(Data section)
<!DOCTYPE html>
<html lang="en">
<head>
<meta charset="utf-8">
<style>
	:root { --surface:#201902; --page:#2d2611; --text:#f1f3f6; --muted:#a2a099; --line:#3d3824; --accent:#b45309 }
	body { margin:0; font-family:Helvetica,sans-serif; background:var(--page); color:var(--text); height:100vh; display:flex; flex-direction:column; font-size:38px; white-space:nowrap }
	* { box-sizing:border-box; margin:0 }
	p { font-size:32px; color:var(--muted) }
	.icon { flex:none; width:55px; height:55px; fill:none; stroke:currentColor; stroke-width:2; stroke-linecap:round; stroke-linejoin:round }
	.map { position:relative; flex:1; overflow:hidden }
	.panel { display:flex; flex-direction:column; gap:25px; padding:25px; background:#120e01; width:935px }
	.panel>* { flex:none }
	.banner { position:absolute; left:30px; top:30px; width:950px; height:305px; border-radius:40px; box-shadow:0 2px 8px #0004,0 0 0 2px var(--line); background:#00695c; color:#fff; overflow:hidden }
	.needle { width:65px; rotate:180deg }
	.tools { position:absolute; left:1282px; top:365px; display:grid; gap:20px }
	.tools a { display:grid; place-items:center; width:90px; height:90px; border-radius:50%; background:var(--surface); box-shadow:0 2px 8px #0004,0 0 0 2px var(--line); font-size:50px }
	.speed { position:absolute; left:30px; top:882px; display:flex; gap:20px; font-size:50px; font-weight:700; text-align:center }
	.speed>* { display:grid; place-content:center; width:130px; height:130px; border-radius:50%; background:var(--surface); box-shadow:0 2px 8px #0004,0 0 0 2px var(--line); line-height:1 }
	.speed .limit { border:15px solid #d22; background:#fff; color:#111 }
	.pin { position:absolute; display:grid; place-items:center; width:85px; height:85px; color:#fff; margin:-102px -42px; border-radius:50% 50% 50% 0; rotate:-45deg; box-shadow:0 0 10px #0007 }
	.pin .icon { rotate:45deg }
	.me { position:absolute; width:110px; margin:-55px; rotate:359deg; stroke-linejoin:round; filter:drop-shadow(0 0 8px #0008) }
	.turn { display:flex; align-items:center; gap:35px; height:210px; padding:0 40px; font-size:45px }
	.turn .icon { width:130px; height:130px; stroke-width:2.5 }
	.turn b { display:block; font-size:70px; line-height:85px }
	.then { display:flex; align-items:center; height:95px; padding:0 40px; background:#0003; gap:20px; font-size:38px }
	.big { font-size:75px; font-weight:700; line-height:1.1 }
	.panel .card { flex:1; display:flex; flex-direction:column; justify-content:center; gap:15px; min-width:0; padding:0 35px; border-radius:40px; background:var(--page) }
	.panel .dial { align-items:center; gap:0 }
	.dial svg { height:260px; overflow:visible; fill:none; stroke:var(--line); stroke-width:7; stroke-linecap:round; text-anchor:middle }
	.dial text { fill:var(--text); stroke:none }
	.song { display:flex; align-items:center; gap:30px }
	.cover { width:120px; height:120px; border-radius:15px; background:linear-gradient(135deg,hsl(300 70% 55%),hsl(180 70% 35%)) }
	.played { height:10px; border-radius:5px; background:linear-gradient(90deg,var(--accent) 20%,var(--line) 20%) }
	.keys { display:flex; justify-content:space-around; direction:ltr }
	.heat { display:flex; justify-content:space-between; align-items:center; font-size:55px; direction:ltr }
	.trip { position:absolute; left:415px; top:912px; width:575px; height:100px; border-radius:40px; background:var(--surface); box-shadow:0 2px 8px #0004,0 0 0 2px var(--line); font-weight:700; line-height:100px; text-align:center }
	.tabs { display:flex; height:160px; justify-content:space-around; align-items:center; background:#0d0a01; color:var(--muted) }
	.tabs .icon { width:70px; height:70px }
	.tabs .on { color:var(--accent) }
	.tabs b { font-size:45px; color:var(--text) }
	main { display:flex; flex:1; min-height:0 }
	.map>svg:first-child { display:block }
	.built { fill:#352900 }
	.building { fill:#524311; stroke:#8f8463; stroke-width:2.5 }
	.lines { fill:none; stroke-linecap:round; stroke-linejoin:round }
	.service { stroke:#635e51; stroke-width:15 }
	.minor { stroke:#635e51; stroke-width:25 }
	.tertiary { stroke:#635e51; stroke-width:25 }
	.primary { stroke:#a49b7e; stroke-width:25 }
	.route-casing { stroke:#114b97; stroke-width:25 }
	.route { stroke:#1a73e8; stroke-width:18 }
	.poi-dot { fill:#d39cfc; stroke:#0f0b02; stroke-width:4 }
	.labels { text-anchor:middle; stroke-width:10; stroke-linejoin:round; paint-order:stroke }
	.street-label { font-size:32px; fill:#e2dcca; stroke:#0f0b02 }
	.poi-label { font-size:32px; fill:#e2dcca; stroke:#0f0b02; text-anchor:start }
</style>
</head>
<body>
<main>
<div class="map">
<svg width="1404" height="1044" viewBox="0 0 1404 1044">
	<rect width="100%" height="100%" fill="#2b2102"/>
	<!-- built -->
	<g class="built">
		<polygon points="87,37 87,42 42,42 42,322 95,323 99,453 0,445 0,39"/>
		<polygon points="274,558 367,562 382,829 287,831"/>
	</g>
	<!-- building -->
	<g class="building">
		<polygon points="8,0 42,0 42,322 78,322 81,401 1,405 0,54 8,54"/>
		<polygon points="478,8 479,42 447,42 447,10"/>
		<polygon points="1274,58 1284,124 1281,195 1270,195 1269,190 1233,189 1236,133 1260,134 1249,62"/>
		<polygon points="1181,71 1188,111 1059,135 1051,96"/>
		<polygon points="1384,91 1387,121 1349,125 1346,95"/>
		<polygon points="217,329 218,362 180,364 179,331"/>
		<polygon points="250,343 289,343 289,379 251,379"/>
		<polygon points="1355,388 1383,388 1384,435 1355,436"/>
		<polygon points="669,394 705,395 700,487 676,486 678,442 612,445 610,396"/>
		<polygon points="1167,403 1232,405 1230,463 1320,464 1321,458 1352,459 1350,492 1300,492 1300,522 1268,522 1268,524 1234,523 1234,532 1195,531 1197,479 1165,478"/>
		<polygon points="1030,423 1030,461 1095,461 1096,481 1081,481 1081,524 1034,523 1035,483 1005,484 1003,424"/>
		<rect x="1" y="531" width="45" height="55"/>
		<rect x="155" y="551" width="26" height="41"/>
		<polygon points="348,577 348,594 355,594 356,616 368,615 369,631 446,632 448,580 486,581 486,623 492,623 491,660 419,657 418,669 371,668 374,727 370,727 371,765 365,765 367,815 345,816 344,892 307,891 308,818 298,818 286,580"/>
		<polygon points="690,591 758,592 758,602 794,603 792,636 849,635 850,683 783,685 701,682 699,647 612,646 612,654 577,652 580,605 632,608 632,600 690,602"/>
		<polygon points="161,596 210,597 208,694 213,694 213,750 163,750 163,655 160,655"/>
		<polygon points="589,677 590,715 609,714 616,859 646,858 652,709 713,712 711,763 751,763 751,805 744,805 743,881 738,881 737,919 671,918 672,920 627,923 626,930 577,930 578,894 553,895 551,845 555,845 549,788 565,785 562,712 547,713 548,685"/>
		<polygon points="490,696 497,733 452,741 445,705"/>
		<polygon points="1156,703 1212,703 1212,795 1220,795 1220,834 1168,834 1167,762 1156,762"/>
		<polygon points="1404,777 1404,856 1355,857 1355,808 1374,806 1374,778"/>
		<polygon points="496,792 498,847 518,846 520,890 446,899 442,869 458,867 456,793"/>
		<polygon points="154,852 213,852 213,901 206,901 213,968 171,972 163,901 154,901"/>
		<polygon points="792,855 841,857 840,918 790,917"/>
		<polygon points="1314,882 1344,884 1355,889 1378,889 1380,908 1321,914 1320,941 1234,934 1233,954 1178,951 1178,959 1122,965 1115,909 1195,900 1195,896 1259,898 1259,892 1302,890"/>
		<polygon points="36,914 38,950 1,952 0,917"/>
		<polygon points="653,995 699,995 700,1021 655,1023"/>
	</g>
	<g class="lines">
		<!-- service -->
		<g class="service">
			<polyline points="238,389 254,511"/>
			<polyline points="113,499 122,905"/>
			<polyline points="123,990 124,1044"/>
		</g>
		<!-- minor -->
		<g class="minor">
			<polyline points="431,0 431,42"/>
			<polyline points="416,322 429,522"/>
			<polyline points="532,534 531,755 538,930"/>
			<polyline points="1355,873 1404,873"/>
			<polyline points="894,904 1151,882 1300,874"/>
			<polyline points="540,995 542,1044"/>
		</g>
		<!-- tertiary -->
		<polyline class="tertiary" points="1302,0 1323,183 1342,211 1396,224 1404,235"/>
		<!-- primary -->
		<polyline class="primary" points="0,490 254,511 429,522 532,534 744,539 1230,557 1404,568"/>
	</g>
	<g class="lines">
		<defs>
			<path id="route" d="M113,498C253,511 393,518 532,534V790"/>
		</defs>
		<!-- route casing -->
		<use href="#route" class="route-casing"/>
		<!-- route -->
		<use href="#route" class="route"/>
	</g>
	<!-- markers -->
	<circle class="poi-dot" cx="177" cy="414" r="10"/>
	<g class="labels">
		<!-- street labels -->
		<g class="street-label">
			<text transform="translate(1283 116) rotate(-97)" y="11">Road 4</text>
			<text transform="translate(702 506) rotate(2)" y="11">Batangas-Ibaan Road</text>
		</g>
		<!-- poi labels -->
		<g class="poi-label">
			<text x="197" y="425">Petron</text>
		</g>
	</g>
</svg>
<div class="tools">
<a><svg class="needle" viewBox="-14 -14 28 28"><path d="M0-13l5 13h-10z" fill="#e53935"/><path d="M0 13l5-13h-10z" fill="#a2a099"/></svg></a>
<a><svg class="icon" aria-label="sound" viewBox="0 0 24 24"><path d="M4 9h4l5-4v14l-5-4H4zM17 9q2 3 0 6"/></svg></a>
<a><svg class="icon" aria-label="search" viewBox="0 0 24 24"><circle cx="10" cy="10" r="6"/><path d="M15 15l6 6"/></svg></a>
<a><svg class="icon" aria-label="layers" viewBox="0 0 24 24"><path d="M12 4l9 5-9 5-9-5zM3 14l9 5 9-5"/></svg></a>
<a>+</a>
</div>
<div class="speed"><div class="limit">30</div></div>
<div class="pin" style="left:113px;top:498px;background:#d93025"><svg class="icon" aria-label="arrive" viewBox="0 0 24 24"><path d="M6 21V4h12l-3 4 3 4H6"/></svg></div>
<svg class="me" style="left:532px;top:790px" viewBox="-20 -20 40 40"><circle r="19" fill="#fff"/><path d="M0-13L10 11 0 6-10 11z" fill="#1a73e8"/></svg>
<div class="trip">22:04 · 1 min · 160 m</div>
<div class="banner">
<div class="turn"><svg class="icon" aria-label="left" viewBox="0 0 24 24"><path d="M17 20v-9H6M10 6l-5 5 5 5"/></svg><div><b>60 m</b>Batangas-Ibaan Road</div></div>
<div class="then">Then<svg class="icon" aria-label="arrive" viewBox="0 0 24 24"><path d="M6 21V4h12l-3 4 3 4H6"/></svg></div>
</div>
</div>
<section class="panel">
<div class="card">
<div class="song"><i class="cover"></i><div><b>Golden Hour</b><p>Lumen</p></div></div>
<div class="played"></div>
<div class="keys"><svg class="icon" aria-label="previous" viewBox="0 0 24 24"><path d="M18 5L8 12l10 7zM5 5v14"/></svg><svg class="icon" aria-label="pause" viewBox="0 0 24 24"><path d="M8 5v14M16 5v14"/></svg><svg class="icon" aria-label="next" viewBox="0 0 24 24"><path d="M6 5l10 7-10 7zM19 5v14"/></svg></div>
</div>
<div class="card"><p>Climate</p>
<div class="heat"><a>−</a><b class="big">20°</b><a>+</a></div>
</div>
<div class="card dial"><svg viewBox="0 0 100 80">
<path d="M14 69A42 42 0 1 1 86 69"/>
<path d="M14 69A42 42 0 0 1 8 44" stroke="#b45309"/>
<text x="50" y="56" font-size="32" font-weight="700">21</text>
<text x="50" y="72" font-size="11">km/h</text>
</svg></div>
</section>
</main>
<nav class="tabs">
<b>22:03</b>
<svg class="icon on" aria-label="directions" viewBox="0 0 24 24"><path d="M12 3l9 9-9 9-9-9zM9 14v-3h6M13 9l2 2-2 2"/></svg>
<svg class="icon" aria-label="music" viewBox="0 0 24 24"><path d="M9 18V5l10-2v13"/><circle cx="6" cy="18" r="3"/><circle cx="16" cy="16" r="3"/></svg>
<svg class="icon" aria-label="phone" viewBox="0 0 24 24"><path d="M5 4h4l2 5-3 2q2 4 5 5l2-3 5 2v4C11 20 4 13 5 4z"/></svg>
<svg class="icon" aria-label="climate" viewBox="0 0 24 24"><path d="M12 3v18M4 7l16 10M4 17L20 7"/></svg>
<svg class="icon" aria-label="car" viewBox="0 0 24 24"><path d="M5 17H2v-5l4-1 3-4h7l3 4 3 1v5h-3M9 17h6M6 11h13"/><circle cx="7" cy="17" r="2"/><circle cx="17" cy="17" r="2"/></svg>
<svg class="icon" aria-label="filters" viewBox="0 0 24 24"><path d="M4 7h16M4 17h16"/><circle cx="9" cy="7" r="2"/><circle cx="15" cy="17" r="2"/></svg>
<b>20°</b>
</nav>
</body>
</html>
(End Data section)
Description of the task
Check each line of the data above, and please copy the ones in which the string "linejoin" occurs.

Answer to the problem
	.icon { flex:none; width:55px; height:55px; fill:none; stroke:currentColor; stroke-width:2; stroke-linecap:round; stroke-linejoin:round }
	.me { position:absolute; width:110px; margin:-55px; rotate:359deg; stroke-linejoin:round; filter:drop-shadow(0 0 8px #0008) }
	.lines { fill:none; stroke-linecap:round; stroke-linejoin:round }
	.labels { text-anchor:middle; stroke-width:10; stroke-linejoin:round; paint-order:stroke }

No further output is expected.